Stored data entries:
################

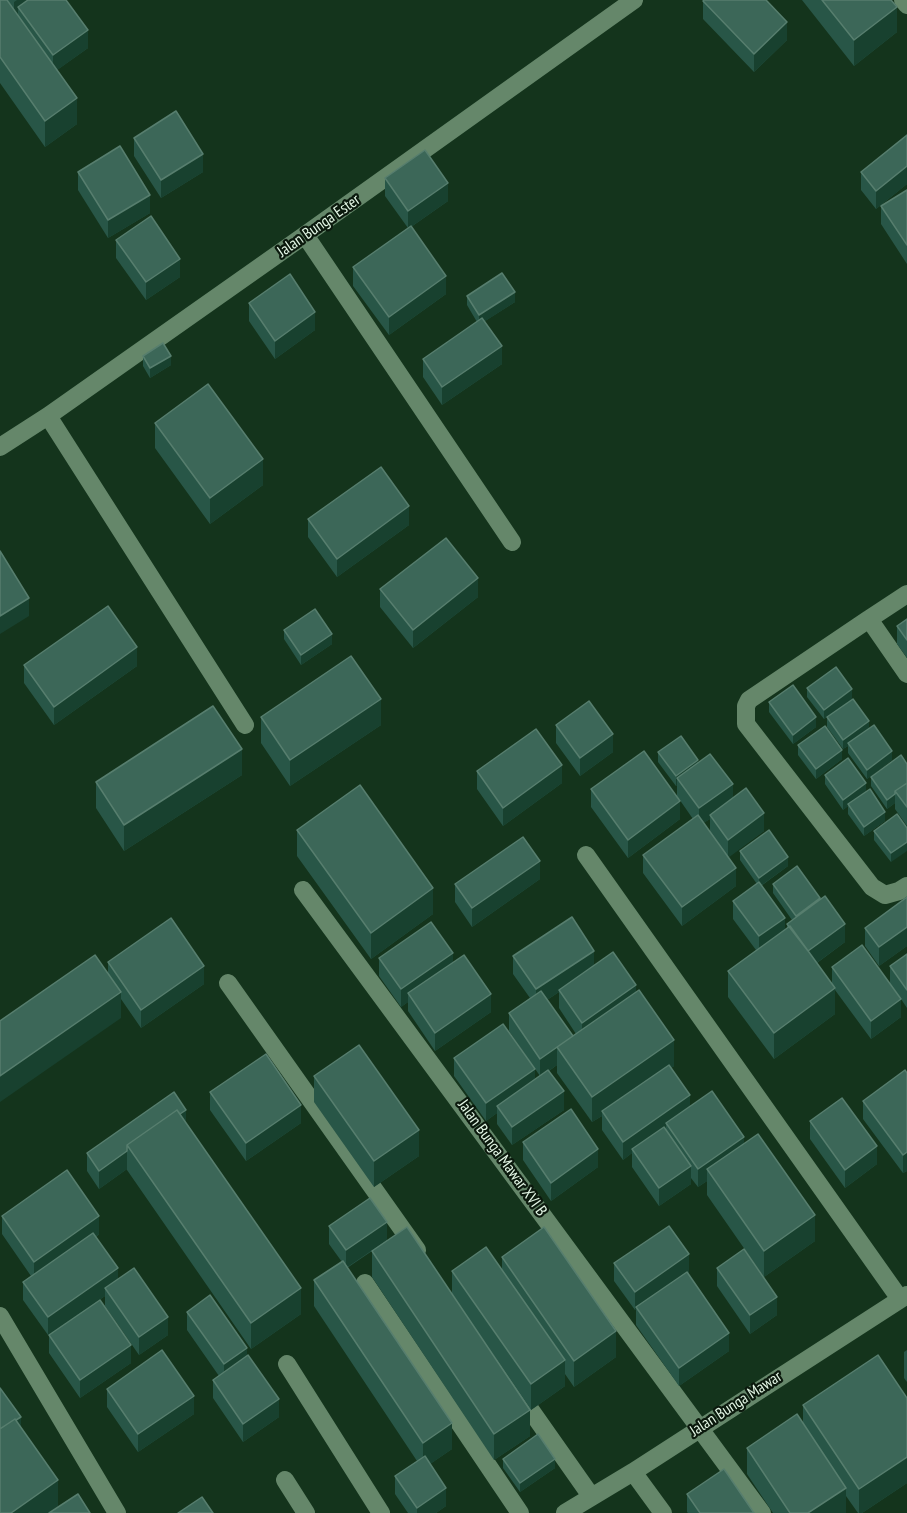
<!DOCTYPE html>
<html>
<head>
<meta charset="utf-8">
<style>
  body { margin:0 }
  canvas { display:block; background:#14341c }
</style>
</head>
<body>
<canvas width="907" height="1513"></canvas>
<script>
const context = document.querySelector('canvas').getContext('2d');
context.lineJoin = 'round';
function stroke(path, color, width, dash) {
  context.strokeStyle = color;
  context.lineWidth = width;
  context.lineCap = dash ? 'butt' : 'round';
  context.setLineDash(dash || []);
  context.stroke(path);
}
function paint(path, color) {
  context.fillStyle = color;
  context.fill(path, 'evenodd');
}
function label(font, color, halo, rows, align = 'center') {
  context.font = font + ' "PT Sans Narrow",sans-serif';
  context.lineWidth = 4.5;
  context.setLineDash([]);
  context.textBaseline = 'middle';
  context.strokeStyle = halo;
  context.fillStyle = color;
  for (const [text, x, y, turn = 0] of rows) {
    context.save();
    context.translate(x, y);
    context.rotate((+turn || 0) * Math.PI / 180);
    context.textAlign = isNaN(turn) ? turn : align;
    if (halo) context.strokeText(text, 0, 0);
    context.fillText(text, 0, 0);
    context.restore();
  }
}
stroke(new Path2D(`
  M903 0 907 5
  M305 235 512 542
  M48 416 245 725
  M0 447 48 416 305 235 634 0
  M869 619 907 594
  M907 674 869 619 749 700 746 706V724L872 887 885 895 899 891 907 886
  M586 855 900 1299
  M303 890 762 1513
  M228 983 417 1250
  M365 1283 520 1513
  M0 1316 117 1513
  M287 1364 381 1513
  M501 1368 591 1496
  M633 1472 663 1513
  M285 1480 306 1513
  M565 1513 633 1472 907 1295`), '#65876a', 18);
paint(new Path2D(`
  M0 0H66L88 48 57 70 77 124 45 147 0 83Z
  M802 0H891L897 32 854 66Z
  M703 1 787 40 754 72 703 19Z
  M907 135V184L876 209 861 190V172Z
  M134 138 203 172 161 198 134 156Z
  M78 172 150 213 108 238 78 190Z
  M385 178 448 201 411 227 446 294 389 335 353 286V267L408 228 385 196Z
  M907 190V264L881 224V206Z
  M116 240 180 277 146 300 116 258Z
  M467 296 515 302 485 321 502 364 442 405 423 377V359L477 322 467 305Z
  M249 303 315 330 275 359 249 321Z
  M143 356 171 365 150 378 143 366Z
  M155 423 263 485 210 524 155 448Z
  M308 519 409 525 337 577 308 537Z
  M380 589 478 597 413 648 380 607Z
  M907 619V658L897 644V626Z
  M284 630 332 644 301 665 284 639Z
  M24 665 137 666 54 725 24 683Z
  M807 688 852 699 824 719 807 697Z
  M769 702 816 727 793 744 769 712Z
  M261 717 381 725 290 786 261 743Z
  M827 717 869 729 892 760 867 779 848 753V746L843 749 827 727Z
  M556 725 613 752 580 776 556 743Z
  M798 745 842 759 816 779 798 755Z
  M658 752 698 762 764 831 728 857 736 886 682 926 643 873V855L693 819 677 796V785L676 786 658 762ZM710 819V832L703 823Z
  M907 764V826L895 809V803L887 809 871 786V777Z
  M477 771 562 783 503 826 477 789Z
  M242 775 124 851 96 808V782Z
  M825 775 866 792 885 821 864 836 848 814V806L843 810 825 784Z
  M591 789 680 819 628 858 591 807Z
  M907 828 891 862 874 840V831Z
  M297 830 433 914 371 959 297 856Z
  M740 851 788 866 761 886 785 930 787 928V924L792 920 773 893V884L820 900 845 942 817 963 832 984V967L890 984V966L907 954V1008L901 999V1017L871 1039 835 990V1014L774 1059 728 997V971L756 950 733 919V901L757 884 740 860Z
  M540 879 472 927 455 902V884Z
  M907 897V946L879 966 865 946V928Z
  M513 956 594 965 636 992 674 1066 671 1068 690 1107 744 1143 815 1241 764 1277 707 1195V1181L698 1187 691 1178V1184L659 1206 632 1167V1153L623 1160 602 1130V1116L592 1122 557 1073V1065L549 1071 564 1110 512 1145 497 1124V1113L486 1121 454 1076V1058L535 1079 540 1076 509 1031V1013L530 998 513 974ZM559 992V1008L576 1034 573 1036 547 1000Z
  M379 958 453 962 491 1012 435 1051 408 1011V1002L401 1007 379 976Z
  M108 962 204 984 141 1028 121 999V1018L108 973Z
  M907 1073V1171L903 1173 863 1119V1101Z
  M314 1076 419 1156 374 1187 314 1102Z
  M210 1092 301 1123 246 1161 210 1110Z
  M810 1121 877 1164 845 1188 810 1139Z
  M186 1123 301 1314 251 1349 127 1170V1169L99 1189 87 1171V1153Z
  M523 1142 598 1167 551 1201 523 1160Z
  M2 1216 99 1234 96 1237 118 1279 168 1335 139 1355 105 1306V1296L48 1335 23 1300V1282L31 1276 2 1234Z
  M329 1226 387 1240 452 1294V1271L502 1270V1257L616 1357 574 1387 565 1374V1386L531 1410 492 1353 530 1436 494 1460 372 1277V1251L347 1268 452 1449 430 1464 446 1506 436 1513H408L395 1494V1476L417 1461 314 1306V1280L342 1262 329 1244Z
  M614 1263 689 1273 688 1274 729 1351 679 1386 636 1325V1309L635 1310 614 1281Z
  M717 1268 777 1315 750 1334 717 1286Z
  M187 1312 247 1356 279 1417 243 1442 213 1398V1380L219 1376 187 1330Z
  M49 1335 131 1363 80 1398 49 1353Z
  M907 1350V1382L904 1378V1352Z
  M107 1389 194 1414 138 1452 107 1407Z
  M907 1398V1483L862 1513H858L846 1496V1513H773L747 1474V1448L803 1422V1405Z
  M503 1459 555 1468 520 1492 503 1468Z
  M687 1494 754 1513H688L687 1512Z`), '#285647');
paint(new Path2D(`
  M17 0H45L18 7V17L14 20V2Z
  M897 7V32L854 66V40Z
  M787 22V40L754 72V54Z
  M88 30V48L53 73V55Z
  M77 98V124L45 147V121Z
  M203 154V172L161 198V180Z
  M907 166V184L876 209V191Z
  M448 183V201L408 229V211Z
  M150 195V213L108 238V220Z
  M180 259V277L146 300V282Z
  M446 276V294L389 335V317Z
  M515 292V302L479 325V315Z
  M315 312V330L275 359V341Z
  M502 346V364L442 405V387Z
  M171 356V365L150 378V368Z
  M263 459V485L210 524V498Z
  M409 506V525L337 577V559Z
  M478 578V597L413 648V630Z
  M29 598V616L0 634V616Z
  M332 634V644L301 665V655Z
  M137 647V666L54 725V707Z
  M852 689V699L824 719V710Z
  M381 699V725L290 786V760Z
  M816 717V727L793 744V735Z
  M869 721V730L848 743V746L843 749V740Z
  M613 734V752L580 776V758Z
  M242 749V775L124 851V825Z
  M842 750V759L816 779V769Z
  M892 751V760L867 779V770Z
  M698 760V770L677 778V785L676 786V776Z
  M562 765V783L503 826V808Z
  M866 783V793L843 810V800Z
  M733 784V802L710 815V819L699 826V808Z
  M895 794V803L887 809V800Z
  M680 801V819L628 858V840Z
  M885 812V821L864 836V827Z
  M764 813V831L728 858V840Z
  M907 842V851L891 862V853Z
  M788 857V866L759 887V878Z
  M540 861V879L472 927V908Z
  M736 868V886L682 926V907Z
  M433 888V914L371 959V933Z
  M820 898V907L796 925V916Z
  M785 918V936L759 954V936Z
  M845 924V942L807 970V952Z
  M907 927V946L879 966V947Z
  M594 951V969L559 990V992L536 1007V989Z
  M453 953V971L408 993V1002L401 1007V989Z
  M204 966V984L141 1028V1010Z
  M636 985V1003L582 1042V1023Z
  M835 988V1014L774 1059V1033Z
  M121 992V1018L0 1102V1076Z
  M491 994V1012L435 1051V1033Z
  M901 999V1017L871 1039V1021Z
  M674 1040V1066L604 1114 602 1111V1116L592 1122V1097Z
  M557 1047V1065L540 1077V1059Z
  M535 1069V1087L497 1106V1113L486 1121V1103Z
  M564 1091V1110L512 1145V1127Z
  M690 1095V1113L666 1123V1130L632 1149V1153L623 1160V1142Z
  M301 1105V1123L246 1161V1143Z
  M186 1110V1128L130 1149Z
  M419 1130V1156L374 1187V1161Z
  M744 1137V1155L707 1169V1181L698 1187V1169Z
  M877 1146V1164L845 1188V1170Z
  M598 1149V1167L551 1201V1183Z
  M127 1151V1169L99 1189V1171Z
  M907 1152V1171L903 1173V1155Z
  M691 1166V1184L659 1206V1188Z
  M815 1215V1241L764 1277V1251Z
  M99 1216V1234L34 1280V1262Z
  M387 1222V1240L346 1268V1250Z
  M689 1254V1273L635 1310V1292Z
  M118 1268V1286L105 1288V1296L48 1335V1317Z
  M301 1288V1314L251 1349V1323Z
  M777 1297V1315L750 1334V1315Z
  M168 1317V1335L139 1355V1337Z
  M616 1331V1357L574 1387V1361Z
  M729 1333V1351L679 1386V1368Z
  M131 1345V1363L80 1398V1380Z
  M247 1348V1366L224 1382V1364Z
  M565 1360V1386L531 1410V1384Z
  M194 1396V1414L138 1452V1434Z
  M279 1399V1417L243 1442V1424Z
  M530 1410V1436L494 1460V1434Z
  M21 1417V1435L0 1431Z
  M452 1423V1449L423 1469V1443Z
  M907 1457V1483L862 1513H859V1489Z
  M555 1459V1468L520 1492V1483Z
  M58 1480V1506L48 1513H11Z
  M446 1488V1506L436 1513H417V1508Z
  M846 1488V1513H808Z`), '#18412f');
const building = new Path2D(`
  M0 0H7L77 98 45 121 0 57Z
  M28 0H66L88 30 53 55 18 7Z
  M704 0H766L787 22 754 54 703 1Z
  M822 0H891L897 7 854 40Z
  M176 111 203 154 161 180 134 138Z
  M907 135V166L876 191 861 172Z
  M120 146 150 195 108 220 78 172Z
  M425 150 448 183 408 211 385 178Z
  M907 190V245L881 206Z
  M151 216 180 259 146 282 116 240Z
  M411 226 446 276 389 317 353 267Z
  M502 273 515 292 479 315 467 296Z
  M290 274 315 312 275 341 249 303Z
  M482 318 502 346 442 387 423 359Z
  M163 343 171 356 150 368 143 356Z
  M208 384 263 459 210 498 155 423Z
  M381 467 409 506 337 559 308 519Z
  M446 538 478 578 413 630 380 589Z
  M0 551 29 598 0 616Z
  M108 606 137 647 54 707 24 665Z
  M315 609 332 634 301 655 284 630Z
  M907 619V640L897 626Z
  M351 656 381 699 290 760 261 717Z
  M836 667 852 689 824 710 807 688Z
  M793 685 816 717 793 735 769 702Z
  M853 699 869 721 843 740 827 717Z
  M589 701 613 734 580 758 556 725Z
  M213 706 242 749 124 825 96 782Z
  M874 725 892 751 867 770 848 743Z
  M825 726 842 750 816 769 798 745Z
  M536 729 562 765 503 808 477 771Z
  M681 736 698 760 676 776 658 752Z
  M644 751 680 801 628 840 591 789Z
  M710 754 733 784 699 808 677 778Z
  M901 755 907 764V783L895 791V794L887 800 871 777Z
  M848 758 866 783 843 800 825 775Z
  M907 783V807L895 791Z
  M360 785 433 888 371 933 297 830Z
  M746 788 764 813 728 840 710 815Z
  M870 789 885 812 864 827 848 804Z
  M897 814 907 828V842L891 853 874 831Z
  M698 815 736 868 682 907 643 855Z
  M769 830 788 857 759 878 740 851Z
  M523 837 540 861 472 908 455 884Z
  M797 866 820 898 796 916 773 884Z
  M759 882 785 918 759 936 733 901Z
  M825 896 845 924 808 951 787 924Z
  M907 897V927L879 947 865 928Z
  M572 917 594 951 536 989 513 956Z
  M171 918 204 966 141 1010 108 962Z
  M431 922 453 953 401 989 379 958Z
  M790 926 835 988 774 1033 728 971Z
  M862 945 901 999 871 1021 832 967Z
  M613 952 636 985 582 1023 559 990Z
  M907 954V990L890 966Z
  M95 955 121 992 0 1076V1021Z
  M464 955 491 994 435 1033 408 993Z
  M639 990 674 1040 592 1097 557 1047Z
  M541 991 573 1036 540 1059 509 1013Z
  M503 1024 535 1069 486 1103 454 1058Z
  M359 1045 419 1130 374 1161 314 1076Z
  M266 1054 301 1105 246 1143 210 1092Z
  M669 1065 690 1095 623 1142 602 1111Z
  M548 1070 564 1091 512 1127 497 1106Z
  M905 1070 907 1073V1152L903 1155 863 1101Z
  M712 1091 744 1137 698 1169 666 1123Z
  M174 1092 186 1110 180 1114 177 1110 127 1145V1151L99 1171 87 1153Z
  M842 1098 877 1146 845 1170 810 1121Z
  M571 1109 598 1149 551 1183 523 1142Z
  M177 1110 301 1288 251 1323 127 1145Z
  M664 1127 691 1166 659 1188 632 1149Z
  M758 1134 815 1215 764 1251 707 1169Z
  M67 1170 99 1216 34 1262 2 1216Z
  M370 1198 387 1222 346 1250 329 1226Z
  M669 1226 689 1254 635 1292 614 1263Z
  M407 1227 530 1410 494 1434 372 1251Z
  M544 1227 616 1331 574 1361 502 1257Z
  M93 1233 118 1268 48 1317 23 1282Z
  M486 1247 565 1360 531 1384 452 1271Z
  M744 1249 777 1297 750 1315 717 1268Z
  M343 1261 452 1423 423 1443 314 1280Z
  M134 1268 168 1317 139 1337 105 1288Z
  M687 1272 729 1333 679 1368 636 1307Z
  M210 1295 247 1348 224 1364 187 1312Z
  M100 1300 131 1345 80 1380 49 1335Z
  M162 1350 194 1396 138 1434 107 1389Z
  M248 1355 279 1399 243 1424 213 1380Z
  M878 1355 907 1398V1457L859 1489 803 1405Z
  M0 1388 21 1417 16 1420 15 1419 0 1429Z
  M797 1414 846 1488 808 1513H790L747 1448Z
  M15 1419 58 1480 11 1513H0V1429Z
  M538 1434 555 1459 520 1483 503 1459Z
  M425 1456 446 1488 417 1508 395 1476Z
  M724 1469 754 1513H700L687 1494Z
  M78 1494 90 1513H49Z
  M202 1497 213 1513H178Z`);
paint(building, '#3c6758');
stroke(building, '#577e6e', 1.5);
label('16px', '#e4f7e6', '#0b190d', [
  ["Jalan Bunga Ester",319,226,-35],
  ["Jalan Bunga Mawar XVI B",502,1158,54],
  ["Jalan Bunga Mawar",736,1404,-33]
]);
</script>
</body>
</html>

################

= Task to carry out =
In the lines above, find the word "halo" and copy every line it occurs in.

= Task response =
function label(font, color, halo, rows, align = 'center') {
  context.strokeStyle = halo;
    if (halo) context.strokeText(text, 0, 0);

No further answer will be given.